Published: 08th May 2019
Political advertising on Facebook creating 'inequalities', says UK study
The online platform is increasingly used during elections, but it is impossible to track the impact of political advertising and how politicians are using this tool
As Facebook is increasingly being used by political parties to reach out to the voters, a study has found that such advertising on the social networking site is creating new types of inequalities for campaigners.
Researchers from the University of Exeter in the UK found that regulators must find a way of monitoring and addressing the way political advertising on Facebook creates such inequalities.
The online platform is increasingly used during elections, but it is impossible to track the impact of political advertising and how politicians are using this tool.

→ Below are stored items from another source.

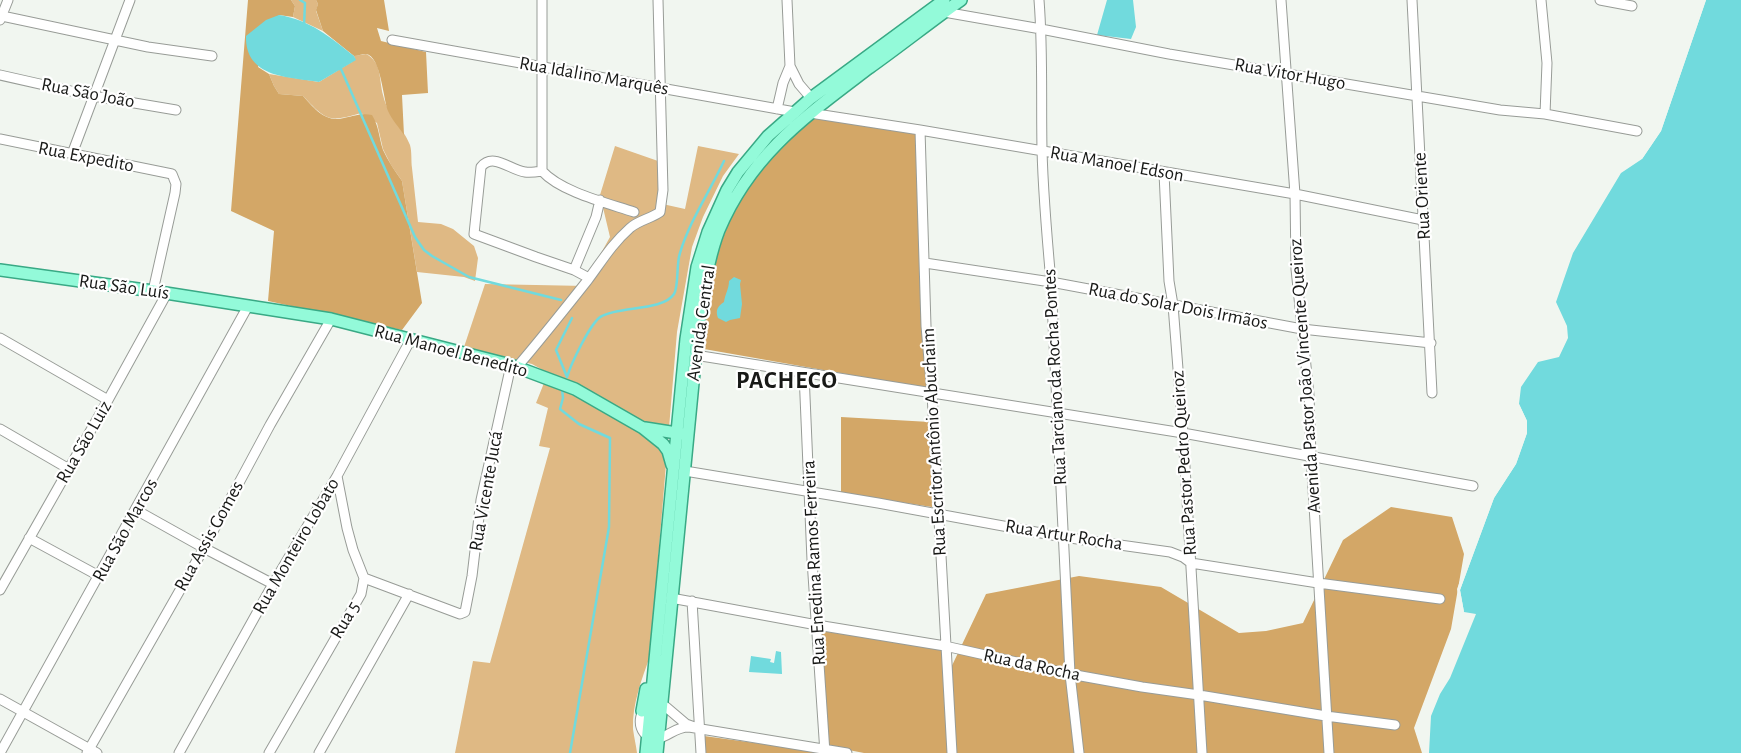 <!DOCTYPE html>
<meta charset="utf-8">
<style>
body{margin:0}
canvas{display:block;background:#f1f6f0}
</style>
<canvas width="1741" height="753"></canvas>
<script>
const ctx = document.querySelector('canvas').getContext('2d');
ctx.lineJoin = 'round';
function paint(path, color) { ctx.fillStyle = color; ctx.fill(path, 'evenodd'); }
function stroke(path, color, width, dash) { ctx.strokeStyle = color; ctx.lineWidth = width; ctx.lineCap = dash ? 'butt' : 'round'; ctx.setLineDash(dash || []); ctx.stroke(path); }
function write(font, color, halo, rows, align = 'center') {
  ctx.font = font + ' "Alegreya Sans",sans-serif'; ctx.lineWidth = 4.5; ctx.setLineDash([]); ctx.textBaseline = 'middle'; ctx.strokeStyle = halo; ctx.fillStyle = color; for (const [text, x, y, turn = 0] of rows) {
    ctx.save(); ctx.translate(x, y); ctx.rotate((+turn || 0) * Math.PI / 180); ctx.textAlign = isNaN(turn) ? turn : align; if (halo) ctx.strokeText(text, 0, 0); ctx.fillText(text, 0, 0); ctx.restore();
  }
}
paint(new Path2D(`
 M291 0H316L318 4 316 11 323 31 293 17 295 6Z
 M366 54C382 62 379 80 383 95 388 117 403 127 410 145 412 152 411 161 412 168 414 186 416 204 418 222L441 224 453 229 474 246 478 258 475 281 464 277 417 272 402 181 391 165 383 149 377 123 361 113C328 123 326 120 303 96L279 94 274 86 269 74 319 82 355 60 354 56Z
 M615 146 658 161V203L685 209 698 146 739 154 723 176 703 217 692 247 677 332 650 656C642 679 632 704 633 729 634 737 636 745 637 753H455L473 661 490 663 550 448 539 446 548 408 536 403 548 373 532 364 464 347 485 284 586 286 590 273 610 237 600 195Z`), '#dfb984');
paint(new Path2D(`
 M248 0H291L295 6 293 17 279 15 258 67 269 74 274 86 279 94 303 96C314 108 325 123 344 118 355 116 361 113 372 115 379 126 379 138 383 150 388 161 395 171 402 181L422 303 402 330 268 301 274 231 231 211Z
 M316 0H384L389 31 377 28 381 41 426 52 428 93 402 95 404 135C399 127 392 120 388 111 383 99 381 56 366 54 362 54 357 56 354 56L323 31 316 10 318 4Z
 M813 117 917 133 931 389 704 349 702 341C709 282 716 238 749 186 754 178 759 168 765 161 779 145 797 131 813 117Z
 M841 417 930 422 932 507 841 493Z
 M1391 507 1452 517 1464 554 1451 629 1414 728 1422 753H864L828 746 821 631 943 648 948 674 986 594 1079 576 1161 587 1239 633 1266 631 1303 623 1343 540Z
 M704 736 821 752V753H705Z`), '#d3a767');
paint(new Path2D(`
 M1107 0H1133L1136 27 1131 39 1097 35Z
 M1706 0H1741V753H1429L1431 716 1440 694 1450 678 1476 614 1464 612 1460 590 1494 498 1516 464 1527 433V421L1519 404 1521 387 1538 362 1559 357 1568 338 1567 326 1556 302 1573 253 1621 173 1642 159 1661 131Z
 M279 15C310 20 330 37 354 56L356 60 319 82C289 77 245 78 246 36L266 20Z
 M734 277 741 280 740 284 742 304 740 318 730 320 726 322 718 318C715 310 718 306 724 302 725 294 729 289 729 281Z
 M776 651 781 652 782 674 749 672 751 656 771 659 770 662 774 663Z`), '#71dadd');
paint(new Path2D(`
 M1704 0H1706L1661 131 1642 159 1640 157 1658 129Z
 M1517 397H1519V404L1527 421V433L1516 464 1494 498 1460 590 1464 612 1460 608 1457 589 1492 497 1514 463 1525 433V421L1516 405Z`), '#f1f6f0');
stroke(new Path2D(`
 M300 0 305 3 304 25
 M339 69H341L415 237 424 250 432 256 469 277 561 300
 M567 377C571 364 591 321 602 316 620 306 663 311 674 294 679 286 676 264 680 253 689 222 710 191 724 161
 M567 377 556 350 572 318
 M562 389 563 398 560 409 579 424 610 438 609 527 570 753`), '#71dadd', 2.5);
const minor = new Path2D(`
 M787 0 790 66 799 84 811 98
 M1039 0C1043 49 1041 99 1042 149 1043 193 1047 238 1051 282L1070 674 1079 753
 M1281 0 1295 194 1296 269 1309 395 1311 456 1329 753
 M1412 0 1432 393
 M1541 0 1547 63 1545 114
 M1600 0 1632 6
 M944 12 1041 29 1169 54 1500 110 1545 114 1637 131
 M2 16 148 47 212 56
 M0 20 8 0
 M392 40 795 112
 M0 75 93 96 176 110
 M777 109 783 83 790 66
 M810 113 920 130 1295 194 1423 220
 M920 130 926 326 932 394 952 753
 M0 139 172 174 176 184 175 193 153 291
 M72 154 130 0
 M542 171C536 172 530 173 525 172 510 170 493 152 481 167L474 234 536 257 574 270 589 278
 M542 171V0
 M542 171C561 192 607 203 634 212
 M1164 173 1169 281 1173 305 1183 433 1202 753
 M925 263 1051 282 1302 329 1431 343
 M574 270 596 217 600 200
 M0 338 108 400
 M695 355 1183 433 1473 486
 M517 367C541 339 564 310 587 281 602 261 611 245 630 228 639 220 650 219 660 212L663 190 658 0
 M804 373 812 560 825 753
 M0 429 69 469
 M685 471 878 503 1063 537 1170 552 1183 557 1191 563 1318 583 1440 599
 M136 510 204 548 273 584
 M29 538 99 576
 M364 578 460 614 465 612 472 576 481 500 511 365
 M0 590 108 400 167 293
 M671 598 817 625 945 646 1070 674 1142 687 1199 695 1326 716 1395 725
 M692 601 701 753
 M0 699 97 753
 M658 704 666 707 686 724 700 729
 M646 707C635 719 640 740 659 738 669 736 675 727 689 727L847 753
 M0 753 248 306
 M87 753 204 548 270 425 331 319
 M179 753 273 584 337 476 411 339
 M269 753 361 594 364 578 353 550 347 528 337 476
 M319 753 409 594`);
const major = new Path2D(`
 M0 270 153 291 331 319 511 365 575 389 643 428 663 444 668 451 672 465
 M645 428 683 434
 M642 711 646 689
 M646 753 686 339 697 267 708 232 727 190 738 172 768 136 811 98 944 0
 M657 753 700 311C705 284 709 256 719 230 751 154 806 116 869 68 900 46 930 22 961 0`);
stroke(minor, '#989c97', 11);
stroke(major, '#39a985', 14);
stroke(minor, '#fff', 9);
stroke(major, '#93fad9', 11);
write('19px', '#181917', '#fff', [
 ["Rua Vitor Hugo",1290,74,10],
 ["Rua Idalino Marquês",594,76,10],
 ["Rua São João",88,93,11],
 ["Rua Expedito",86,157,11],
 ["Rua Manoel Edson",1117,164,10],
 ["Rua Oriente",1422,196,-93],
 ["Rua São Luís",124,287,8],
 ["Rua do Solar Dois Irmãos",1178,306,11],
 ["Avenida Central",701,323,-82],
 ["Rua Manoel Benedito",451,351,15],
 ["Avenida Pastor João Vincente Queiroz",1305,376,-94],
 ["Rua Tarciano da Rocha Pontes",1055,377,-93],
 ["Rua São Luiz",84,442,-60],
 ["Rua Escritor Antônio Abuchaim",934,442,-93],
 ["Rua Pastor Pedro Queiroz",1184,463,-94],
 ["Rua Vicente Jucá",486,491,-80],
 ["Rua São Marcos",125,530,-61],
 ["Rua Artur Rocha",1064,535,9],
 ["Rua Assis Gomes",209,536,-61],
 ["Rua Monteiro Lobato",296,546,-60],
 ["Rua Enedina Ramos Ferreira",814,563,-93],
 ["Rua 5",345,620,-59],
 ["Rua da Rocha",1032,665,12]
]);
ctx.letterSpacing = '1px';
write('bold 24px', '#181917', '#fff', [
 ["PACHECO",787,381]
]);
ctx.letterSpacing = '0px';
</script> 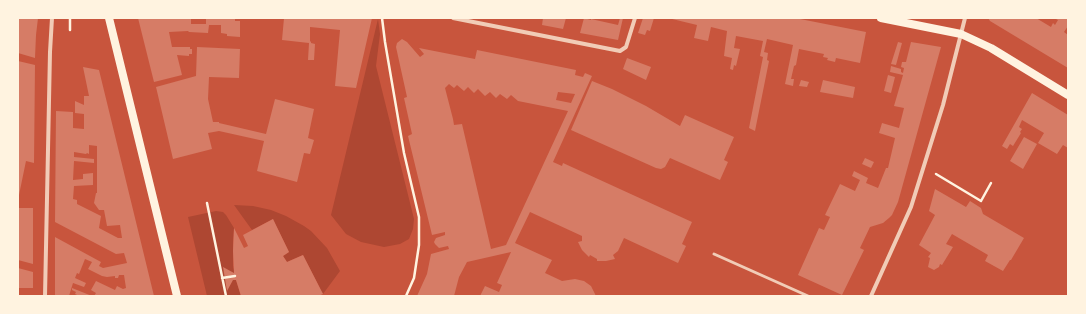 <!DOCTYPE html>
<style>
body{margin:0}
#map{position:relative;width:1086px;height:314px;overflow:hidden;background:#c8553d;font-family:"Nunito Sans",sans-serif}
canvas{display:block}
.frame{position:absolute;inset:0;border:19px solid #fff3e0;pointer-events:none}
</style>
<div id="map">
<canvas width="1086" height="314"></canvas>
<div class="frame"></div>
</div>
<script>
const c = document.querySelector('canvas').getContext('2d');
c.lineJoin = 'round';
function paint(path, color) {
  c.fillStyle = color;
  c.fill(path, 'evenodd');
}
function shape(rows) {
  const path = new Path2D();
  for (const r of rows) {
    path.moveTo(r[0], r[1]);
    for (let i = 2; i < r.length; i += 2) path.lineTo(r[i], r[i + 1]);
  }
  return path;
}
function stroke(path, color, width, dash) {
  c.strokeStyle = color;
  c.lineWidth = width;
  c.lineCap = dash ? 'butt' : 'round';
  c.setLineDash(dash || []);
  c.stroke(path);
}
const green = shape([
 [378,19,380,34,376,66,414,219,413,229,409,239,400,244,384,247,361,242,346,234,331,215],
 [234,205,253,206,271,210,286,216,304,226,311,231,327,248,340,271,323,294,303,255,287,262,283,256,289,252,273,219,252,230],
 [216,211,223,212,226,215,234,228,233,243,233,266,236,280,241,296,207,296,188,217]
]);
const building = shape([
 [18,18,38,18,36,35,35,58,18,53],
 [138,18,191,18,191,24,206,24,206,18,235,18,235,21,240,21,240,37,227,36,227,34,221,33,221,25,209,25,208,33,189,32,188,31,169,32,172,47,190,47,190,49,192,49,192,54,189,54,189,56,177,55,182,75,154,82],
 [284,18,372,18,356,88,335,86,340,30,310,27,310,41,311,42,311,43,315,44,314,60,308,60,309,43,282,40],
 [543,18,566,18,563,29,542,25],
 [584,18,591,20,591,19,618,25,620,18,623,18,618,40,580,33],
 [643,18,654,18,650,31,647,30,645,35,638,33],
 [668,18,795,18,866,32,860,63,836,58,835,62,827,60,828,58,823,57,824,54,799,49,796,65,794,66,791,79,794,79,793,86,785,84,793,45,767,39,764,52,768,53,767,60,769,61,755,131,749,128,763,57,760,56,763,41,736,36,734,48,740,49,736,66,734,65,733,70,730,69,732,58,724,56,727,31,711,27,708,41,694,38,697,25],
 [988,18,1036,18,1051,27,1053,23,1055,25,1058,20,1054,18,1068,18,1068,26,1064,32,1068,35,1068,68,990,21],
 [402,39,407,42,420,57,424,54,419,48,475,59,477,50,576,70,575,75,583,77,585,73,592,76,553,162,562,166,563,163,692,222,682,244,686,246,678,263,624,238,618,251,613,255,615,259,606,261,597,261,597,259,590,255,589,257,582,250,578,242,582,241,582,236,530,212,515,243,552,260,545,273,562,281,575,279,584,281,591,286,596,296,480,296,485,286,499,292,502,285,497,283,511,252,467,262,459,277,454,296,417,296,427,274,431,254,449,249,448,246,439,248,435,244,434,242,436,238,445,235,445,232,432,235,408,136,412,134,404,98,407,97,396,47,397,43],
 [449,84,454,88,457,85,464,91,468,87,474,93,478,89,485,96,490,92,496,98,500,94,507,99,511,95,518,101,568,111,506,245,491,249,462,124,454,125,453,119,445,88],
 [558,92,575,94,571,103,556,100],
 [898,42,902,43,896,65,891,64],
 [911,42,941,47,898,202,892,215,889,218,883,223,870,227,860,248,864,250,842,295,798,275,819,228,824,230,830,217,825,215,840,184,855,191,860,180,852,176,854,171,868,178,866,183,878,188,886,168,888,168,895,138,879,133,882,123,899,128,904,108,894,106,903,75,890,72,891,66,901,69,901,72,903,73,904,68,901,67,902,62,906,62],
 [197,47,240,49,239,78,209,77,208,99,213,122,219,122,219,123,266,134,275,99,314,109,308,138,314,140,310,154,304,153,297,182,257,171,264,141,219,131,208,133,212,149,173,159,156,87,196,76],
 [627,58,651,67,646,80,623,69],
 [18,61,35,65,34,163,26,161,19,195],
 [83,67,99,70,154,296,94,296,96,293,91,290,96,281,115,290,117,286,123,289,126,288,124,275,119,275,118,278,115,278,115,276,107,277,102,276,88,269,92,262,85,259,79,274,77,273,75,278,86,283,84,287,73,283,69,296,55,296,55,237,101,262,99,266,103,268,127,263,124,253,116,254,55,222,56,111,73,112,73,128,84,129,84,114,75,113,75,101,84,105,84,96,89,96],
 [89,145,97,146,97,193,96,193,94,203,99,210,104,210,107,226,120,225,122,238,118,238,99,228,101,216,77,204,77,200,73,199,74,186,93,185,93,173,83,174,83,179,73,180,74,161,94,163,94,159,74,157,74,152,86,154,87,153,89,154],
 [888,75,895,77,891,93,884,91],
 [801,80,809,82,807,87,799,86],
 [823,80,855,87,853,98,820,92],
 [592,81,612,89,646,106,680,126,685,115,734,137,724,160,728,162,720,180,670,158,665,167,661,169,656,168,571,130],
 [1032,93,1068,115,1068,148,1063,145,1057,154,1038,143,1044,133,1022,120,1019,127,1022,129,1020,132,1021,133,1013,146,1010,144,1007,149,1002,146],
 [1024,137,1037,144,1023,169,1010,161],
 [865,158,874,162,871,168,862,164],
 [935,189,966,207,970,201,981,208,983,214,1024,238,1011,260,1010,260,1003,271,985,261,988,255,952,234,946,244,953,247,942,265,940,264,939,267,934,270,928,267,930,258,928,257,931,253,919,245,935,215,929,211],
 [18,208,33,208,33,264,18,260],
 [273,219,289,252,283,256,287,262,303,255,323,294,318,296,241,296,236,280,233,280,227,291,223,267,234,273,233,251,234,228,244,248,248,246,243,235],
 [18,268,33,272,33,288,18,288],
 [72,288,92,296,79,296,75,294,76,292,72,290]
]);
const path = shape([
 [70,18,70,30],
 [382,18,385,42,404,153,419,217,419,245,414,278,406,296],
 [936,174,981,201,991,183],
 [207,203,226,296],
 [222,278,235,276]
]);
const service = shape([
 [714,254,808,296]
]);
const minor = shape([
 [453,18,620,51,626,47,635,18],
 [45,296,50,52,52,18],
 [871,296,911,207,943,105,965,18]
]);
const secondary = shape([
 [109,18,177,296],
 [881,18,961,34,991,48,1068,95]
]);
paint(green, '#ae4732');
paint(building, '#d67c66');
stroke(path, '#fff3e0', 2.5);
stroke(service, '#f1ccb7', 3);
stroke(minor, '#f1ccb7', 4);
stroke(secondary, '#fff3e0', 8);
</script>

The study, published in the journal Political Quarterly, suggests regulation must also take into account how Facebook algorithms mean the same advertising spend has different results.
Researchers say any new regulations must show more understanding of the differences in online campaigning, and do more to capture the true spend on political adverts on Facebook.
Traditional campaigning regulations are based on the theory that spending by each political party leads to a similar result — for example, if political parties spent the same amount on leaflets the literature would reach a similar number of people.
The researchers, including those from the University of Sheffield in the UK, found this cannot apply to Facebook advertising, where the impact is dependent on the audience the advertiser wants to reach.
This means different spend will have different results.
Adverts in a marginal constituency will be more expensive, as will adverts that are directed at an audience that is in high demand from advertisers, researchers said.
"As digital political campaigning grows it is now increasingly difficult for existing regulators to capture the true extent of what is happening online, let alone whether these practices violate democratic norms," said Katharine Dommett, from the University of Sheffield.
"The unreliability of existing data on the use of Facebook needs to be acknowledged by regulators if campaigning spending is to be effectively interpreted and understood," Dommett said.
"The lack of clear information should concern anyone responsible for overseeing the conduct of modern campaigns," she said.
Although Facebook has introduced some new transparency measures, nobody can fully monitor both how it is being used by political parties and the inequalities of access they can face, said Sam Power, from the University of Exeter.
"It is also not Facebook's role to regulate elections. We need to recognise these limitations to think about whether and how existing reporting requirements need to change. Regulators around the world need to think about how to monitor and respond to spending principles that are creating inequalities in the electoral market place," Power said.